Activity >>
In the data below, find every line with the string "يوسف" and pull it out.

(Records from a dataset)
=== Begin Enclosure ===
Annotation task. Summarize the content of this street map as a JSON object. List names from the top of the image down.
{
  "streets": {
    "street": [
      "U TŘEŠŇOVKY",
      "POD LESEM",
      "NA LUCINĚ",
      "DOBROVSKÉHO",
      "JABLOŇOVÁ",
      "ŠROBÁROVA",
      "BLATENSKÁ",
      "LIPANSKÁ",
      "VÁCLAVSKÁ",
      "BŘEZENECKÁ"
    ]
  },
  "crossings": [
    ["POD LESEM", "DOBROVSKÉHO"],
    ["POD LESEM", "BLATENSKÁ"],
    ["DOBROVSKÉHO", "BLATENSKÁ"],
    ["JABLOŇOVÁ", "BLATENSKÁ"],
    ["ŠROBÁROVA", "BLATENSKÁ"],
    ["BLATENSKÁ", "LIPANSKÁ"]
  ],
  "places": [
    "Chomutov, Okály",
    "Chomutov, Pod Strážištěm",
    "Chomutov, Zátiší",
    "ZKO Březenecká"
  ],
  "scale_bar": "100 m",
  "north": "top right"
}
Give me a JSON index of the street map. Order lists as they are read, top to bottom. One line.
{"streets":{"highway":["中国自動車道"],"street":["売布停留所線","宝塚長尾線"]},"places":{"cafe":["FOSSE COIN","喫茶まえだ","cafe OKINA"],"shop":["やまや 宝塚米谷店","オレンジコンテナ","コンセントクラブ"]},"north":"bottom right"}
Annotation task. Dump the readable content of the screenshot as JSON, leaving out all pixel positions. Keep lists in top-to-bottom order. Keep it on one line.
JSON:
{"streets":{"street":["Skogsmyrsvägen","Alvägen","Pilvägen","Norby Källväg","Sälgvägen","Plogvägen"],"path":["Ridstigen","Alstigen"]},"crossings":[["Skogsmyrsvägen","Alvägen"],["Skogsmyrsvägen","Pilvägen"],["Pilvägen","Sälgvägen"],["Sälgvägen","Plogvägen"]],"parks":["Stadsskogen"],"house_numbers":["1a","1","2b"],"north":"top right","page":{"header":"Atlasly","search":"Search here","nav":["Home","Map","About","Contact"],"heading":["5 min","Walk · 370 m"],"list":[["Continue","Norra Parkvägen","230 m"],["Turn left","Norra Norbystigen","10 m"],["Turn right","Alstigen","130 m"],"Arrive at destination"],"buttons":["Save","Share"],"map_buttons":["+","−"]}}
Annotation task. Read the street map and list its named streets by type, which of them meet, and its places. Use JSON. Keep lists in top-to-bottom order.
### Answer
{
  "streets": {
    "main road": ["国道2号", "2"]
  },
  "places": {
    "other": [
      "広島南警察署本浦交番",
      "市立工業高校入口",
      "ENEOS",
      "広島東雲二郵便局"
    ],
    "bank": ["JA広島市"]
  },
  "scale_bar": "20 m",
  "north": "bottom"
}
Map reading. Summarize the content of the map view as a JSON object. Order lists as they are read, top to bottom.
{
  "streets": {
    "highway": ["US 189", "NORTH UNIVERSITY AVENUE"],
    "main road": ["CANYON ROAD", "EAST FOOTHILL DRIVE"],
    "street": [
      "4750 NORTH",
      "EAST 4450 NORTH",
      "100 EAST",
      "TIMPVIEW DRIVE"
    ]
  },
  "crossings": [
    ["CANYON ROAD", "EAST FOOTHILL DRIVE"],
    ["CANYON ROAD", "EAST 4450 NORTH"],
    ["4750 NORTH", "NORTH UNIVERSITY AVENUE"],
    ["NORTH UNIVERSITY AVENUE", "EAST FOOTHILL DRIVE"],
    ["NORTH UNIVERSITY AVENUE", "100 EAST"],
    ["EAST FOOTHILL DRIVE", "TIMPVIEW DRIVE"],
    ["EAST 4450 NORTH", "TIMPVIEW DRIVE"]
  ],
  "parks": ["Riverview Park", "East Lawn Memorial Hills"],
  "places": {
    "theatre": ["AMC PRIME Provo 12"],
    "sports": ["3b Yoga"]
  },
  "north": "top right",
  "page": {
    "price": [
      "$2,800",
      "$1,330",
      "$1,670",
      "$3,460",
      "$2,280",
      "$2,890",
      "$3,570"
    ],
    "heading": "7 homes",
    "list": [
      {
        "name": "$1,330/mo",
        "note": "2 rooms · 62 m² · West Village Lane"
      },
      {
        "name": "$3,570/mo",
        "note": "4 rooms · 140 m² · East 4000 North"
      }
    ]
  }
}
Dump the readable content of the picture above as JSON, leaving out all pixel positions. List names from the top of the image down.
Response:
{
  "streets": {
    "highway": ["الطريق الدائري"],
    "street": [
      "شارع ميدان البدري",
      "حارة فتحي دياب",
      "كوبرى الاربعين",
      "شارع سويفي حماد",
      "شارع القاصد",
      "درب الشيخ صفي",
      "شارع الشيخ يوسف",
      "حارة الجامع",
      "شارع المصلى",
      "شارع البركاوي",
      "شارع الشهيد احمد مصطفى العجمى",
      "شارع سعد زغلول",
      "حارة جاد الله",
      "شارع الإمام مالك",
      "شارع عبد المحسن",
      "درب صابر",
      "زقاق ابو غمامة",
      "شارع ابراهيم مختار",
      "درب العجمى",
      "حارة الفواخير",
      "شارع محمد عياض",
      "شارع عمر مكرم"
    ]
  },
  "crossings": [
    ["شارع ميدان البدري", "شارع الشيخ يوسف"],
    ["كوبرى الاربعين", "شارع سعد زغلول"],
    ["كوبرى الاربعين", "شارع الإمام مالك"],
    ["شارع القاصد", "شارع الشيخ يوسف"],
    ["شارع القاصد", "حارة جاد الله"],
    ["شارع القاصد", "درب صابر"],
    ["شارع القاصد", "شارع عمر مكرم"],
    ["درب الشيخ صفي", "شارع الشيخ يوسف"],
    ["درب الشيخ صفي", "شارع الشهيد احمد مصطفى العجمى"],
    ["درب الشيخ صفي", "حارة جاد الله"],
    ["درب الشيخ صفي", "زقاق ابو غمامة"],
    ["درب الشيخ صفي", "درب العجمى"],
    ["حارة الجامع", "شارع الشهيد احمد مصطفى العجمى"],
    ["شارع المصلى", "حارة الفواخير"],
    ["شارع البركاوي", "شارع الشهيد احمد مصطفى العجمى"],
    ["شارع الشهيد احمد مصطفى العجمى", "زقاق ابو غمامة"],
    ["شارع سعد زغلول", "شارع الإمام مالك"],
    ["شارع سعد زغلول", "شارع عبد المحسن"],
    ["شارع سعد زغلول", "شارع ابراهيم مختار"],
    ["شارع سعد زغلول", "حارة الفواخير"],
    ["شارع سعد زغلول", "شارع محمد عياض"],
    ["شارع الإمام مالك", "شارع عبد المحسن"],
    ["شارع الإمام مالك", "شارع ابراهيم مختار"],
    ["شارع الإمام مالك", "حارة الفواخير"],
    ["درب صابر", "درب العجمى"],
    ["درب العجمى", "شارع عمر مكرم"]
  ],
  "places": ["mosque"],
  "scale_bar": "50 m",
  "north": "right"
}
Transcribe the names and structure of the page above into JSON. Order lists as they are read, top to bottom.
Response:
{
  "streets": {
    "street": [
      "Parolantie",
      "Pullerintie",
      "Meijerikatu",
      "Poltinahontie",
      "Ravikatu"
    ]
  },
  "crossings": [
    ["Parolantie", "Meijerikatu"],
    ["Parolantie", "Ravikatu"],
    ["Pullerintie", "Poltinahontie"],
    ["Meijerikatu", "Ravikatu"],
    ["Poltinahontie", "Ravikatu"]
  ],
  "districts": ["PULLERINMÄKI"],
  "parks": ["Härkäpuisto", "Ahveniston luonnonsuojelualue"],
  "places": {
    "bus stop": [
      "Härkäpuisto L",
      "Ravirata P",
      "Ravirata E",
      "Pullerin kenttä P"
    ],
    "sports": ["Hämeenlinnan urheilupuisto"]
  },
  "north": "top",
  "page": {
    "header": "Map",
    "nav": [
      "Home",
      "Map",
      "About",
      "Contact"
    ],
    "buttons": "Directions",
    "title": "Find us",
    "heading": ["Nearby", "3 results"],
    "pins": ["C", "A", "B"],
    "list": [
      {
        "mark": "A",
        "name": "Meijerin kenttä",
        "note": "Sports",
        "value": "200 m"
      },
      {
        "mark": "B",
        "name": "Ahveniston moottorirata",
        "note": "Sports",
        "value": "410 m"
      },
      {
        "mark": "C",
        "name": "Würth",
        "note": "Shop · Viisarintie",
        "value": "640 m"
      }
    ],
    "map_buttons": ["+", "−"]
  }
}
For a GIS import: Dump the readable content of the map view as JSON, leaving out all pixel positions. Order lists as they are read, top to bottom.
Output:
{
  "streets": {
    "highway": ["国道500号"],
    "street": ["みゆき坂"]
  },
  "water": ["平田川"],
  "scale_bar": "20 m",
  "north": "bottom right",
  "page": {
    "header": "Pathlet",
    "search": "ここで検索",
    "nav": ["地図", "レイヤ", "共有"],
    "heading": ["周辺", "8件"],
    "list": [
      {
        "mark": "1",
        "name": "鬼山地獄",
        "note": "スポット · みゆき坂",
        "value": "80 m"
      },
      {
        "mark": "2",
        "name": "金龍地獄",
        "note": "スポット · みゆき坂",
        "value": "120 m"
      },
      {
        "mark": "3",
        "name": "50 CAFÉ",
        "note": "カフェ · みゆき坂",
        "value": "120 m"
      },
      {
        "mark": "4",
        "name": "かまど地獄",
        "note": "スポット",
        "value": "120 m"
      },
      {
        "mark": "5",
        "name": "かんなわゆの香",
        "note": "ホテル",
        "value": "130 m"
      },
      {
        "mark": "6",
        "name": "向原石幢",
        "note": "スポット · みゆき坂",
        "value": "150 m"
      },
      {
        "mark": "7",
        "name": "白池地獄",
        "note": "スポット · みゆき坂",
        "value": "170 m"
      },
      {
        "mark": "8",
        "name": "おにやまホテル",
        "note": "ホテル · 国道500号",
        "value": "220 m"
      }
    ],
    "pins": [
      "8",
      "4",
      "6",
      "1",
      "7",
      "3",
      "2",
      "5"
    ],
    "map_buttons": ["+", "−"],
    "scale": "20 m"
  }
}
=== End Enclosure ===
Task answer >>
      "شارع الشيخ يوسف",
    ["شارع ميدان البدري", "شارع الشيخ يوسف"],
    ["شارع القاصد", "شارع الشيخ يوسف"],
    ["درب الشيخ صفي", "شارع الشيخ يوسف"],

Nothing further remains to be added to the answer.